What is Metadata?
Metadata describes other data; it provides structured reference data that identifies attributes of the information that it describes so that the data can be identified and sorted. Metadata is created anytime a document or file is modified, including when it is deleted. Some examples of basic document file metadata include the author, date created, date modified, and file size. If a user needs to locate a specific document file, they can search for it by searching for one of those particular attributes. Metadata is not only used for document files, but it is also used for images, relational databases, computer files, spreadsheets, video files, audio files, and web pages. Some typical metadata elements include title, descriptions, tags, categories, author, creation date/time, most recent modification date/time, and users who have permission to access or update. The following are examples of typical metadata for different data types:
Image. Date/time, filename, camera settings, geolocation.
Relational database. Tables, columns, data types, constraints, table relationships.
Computer file. File name, type, size, creation date/time, last modification date/time.
Spreadsheet. Tab names, table names, column names, user comments.
Book. Title, author, publisher details, copyright details, description on back, table of contents, index, page numbers.
Email. Subject, from, to, date/time sent, sending and receiving server names and IPs, format, anti-spam software details.
Web page. Page title, page description, icons.

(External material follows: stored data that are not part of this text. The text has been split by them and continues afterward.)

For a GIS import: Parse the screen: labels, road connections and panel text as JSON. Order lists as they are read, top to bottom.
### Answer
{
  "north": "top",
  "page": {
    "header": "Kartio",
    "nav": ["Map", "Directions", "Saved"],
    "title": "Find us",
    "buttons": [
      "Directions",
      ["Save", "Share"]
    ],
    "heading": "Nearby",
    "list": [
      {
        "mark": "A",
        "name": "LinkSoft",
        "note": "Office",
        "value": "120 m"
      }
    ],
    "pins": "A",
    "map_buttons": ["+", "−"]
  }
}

As you can see, there is quite a bit of valuable information contained within the metadata, and that information is different across data types. These differences pose challenges for metadata management, as the various data types and associated metadata are being accumulated across various systems and technologies, providing many opportunities for data to be compromised. Having consistency across the data is the best practice to ensure that the metadata is accurate, as are the conclusions reached through the analysis of metadata, regardless of the metadata’s structure or location. Having consistency also ensures that sensitive data is secure by defining and controlling access to metadata and its management. Having a metadata management plan can not only keep your metadata secure and accessible, but it also has the following advantages:
Data quality. If metadata management is automated, data quality is assured as the data is regulated and data inconsistencies and errors can be identified and addressed in real time.1 Quality rules can be set for the metadata based on the data types and usage types.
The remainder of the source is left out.